◆ Supplied data ◆
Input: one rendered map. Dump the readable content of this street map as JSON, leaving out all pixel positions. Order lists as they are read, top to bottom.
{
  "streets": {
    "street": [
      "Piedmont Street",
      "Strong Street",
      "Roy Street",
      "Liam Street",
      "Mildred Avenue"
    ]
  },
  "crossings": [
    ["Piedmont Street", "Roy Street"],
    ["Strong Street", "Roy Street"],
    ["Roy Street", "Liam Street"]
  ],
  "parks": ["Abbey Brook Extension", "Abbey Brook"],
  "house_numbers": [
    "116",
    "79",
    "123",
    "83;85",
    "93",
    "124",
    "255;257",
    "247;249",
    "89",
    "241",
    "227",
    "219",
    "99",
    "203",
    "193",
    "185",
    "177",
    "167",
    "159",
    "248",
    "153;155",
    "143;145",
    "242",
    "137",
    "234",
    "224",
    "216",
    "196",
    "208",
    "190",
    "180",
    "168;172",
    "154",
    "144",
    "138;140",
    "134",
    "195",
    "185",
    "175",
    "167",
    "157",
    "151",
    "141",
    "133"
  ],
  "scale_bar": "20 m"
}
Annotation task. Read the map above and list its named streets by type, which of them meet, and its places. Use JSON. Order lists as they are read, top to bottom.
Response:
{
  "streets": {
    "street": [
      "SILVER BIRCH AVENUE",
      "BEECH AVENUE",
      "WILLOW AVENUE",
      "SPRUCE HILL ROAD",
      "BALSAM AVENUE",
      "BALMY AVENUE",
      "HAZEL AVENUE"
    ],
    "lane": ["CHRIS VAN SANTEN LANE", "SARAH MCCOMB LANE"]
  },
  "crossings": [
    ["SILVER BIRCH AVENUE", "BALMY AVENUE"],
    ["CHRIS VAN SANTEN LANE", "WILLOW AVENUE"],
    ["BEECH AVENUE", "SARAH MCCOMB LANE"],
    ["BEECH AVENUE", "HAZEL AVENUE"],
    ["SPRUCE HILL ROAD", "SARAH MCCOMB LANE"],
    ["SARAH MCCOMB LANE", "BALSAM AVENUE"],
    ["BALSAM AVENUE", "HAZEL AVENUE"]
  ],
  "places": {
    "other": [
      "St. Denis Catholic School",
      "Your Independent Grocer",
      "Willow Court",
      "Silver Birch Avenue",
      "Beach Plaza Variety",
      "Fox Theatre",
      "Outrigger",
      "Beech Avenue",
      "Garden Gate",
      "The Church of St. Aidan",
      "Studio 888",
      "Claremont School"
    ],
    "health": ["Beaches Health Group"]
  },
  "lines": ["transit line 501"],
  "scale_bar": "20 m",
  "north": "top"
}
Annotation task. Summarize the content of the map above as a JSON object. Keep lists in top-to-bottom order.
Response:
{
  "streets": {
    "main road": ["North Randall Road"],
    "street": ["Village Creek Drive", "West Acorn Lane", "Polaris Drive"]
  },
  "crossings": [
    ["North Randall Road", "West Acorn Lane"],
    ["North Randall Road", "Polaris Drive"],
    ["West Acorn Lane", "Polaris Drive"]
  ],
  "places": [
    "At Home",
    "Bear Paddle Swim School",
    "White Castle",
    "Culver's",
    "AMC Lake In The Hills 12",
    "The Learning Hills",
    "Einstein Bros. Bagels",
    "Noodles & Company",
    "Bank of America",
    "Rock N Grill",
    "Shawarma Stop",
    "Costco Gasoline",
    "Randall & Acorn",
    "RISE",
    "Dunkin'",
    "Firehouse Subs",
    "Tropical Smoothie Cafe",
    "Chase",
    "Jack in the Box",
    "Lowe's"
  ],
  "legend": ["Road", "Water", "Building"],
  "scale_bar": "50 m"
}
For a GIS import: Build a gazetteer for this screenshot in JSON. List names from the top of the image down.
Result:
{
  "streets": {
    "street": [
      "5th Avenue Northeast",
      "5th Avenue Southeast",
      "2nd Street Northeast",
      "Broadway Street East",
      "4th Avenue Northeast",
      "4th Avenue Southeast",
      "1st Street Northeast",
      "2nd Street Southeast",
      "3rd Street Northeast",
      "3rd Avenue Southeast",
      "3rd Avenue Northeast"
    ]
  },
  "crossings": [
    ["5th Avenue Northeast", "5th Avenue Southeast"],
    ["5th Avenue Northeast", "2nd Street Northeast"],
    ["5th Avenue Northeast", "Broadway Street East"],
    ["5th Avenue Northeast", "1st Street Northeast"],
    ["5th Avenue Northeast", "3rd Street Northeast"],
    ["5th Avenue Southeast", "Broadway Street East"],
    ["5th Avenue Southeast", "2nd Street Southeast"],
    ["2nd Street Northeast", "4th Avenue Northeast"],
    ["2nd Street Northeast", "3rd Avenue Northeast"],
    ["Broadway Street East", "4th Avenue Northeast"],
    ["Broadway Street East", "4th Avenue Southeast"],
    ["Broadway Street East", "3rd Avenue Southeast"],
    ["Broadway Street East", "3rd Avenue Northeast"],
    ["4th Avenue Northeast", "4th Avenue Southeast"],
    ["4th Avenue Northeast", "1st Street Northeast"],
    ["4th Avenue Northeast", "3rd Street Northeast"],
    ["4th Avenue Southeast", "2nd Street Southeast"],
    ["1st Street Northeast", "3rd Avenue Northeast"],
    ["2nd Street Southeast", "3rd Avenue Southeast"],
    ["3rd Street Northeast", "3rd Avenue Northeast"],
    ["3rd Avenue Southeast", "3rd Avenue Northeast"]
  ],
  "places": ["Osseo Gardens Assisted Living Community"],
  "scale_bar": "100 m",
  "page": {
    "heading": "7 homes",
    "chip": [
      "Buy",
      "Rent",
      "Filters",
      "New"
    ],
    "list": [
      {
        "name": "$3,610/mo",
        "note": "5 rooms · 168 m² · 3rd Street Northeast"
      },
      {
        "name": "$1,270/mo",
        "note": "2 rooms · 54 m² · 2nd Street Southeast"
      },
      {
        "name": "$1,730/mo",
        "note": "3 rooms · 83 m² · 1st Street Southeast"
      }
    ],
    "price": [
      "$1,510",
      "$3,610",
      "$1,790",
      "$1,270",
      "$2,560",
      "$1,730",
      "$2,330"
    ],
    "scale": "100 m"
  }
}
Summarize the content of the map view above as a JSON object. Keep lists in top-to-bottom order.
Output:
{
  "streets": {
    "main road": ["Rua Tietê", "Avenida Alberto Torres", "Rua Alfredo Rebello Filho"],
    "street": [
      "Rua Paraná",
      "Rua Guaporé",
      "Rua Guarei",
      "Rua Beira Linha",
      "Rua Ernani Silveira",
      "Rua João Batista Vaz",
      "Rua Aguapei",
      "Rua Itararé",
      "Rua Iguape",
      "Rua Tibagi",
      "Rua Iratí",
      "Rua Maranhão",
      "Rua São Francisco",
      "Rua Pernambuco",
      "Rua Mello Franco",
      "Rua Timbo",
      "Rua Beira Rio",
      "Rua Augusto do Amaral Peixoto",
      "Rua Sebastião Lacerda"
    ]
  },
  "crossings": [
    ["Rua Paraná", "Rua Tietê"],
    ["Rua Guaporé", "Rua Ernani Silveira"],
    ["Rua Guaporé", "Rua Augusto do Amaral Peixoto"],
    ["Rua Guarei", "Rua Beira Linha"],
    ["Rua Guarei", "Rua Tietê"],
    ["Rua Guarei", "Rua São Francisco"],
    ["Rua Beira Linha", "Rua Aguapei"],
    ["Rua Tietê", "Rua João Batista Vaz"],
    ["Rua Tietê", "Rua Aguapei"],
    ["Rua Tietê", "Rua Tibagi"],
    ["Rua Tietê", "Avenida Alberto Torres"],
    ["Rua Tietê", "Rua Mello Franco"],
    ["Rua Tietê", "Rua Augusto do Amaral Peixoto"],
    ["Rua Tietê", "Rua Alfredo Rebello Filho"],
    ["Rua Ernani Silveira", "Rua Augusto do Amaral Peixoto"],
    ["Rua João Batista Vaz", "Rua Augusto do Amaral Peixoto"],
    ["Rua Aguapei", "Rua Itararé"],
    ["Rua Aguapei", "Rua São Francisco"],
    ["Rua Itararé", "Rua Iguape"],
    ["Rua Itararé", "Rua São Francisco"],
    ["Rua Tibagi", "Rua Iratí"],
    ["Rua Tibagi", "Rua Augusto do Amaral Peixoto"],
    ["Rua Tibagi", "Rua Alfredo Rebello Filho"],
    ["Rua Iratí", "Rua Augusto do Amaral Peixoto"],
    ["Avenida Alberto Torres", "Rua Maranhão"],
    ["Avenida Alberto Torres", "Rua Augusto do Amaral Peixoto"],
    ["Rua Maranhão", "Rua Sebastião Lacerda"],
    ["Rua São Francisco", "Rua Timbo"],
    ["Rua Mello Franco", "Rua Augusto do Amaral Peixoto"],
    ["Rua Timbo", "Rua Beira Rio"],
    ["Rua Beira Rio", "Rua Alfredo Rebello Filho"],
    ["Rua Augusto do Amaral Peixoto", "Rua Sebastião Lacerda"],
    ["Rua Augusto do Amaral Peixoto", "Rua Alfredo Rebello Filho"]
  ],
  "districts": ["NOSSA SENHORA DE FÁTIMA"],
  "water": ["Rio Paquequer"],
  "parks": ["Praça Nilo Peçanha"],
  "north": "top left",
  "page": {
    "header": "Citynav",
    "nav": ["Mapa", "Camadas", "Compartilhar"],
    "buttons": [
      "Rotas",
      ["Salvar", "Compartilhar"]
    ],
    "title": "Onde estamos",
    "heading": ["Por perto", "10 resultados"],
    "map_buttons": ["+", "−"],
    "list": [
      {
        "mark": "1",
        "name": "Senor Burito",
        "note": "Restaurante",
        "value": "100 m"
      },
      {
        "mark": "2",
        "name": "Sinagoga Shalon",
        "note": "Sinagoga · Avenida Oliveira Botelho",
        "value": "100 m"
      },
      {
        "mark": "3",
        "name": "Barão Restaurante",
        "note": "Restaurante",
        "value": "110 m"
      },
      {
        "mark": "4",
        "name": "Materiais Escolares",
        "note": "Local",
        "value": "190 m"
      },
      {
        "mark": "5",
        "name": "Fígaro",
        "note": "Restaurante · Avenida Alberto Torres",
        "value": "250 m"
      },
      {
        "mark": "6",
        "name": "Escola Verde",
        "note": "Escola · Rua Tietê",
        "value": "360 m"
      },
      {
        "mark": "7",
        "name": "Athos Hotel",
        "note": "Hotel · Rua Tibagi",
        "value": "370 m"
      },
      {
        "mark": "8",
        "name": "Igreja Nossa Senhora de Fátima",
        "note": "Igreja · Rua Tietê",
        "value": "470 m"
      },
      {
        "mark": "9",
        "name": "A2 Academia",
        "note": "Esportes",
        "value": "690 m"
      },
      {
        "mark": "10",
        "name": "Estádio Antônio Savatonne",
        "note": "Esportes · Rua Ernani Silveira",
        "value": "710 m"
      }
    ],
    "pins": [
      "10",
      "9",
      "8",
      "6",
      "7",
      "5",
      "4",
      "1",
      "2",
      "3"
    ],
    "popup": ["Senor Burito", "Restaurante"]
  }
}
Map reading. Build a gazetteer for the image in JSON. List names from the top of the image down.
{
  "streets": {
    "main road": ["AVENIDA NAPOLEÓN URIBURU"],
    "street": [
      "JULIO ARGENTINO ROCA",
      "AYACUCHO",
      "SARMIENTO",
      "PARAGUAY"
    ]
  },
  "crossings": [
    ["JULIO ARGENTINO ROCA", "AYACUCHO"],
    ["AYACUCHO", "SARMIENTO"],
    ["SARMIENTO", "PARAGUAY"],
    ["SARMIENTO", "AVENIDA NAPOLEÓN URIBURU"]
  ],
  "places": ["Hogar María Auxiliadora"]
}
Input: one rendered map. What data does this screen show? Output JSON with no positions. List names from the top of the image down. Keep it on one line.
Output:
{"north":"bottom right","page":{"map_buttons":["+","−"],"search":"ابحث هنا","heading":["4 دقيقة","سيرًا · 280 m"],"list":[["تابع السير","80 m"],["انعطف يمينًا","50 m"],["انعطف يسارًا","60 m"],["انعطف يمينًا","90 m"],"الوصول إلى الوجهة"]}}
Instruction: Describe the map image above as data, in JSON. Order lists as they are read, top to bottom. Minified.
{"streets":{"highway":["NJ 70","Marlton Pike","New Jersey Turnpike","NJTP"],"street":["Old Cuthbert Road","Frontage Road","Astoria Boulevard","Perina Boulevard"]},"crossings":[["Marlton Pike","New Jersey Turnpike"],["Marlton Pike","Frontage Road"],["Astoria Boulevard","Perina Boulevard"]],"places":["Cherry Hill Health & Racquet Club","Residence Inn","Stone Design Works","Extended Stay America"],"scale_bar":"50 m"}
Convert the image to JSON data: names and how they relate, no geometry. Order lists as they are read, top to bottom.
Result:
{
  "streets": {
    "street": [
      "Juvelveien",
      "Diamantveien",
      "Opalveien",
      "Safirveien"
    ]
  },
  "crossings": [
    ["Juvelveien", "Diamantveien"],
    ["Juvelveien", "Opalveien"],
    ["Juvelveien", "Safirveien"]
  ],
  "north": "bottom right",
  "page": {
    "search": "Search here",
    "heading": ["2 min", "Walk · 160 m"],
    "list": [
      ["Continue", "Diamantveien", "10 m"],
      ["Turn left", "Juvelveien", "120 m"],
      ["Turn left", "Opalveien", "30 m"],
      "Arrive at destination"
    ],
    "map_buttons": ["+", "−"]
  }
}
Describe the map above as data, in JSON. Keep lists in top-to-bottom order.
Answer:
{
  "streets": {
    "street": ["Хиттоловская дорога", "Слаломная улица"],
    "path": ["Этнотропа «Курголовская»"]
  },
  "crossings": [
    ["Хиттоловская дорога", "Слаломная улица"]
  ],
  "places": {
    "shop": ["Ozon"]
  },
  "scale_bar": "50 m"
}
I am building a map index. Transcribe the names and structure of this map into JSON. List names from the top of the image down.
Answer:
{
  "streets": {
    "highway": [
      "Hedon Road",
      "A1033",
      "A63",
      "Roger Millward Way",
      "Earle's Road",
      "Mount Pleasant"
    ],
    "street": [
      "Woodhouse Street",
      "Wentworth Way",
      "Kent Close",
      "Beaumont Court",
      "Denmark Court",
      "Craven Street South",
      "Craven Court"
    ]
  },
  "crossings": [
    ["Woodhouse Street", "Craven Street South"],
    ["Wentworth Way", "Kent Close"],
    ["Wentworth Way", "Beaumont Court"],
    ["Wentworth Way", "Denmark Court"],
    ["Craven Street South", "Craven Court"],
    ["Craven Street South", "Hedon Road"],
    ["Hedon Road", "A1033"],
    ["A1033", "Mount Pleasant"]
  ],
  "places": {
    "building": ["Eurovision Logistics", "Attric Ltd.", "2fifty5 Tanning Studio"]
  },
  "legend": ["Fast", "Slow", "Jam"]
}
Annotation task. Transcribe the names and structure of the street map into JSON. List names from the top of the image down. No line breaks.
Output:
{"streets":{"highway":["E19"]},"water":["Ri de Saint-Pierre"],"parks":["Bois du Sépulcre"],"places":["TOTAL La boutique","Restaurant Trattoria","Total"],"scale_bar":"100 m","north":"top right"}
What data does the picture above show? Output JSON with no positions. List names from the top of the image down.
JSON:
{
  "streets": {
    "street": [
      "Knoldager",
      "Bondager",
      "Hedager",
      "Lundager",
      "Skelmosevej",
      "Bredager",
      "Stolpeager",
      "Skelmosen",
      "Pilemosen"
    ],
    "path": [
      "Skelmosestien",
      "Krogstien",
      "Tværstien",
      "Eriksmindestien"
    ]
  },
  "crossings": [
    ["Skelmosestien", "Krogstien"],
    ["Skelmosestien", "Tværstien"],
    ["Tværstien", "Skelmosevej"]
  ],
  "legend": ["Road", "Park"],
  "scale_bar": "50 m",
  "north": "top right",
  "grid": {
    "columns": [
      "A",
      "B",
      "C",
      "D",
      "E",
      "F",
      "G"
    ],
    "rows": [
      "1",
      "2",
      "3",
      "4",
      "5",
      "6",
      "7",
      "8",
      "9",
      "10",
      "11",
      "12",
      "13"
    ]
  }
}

◆ About this task ◆
In the entries above, tally the lines containing the word "Safirveien" and return only the tally.

◆ Finished task ◆
2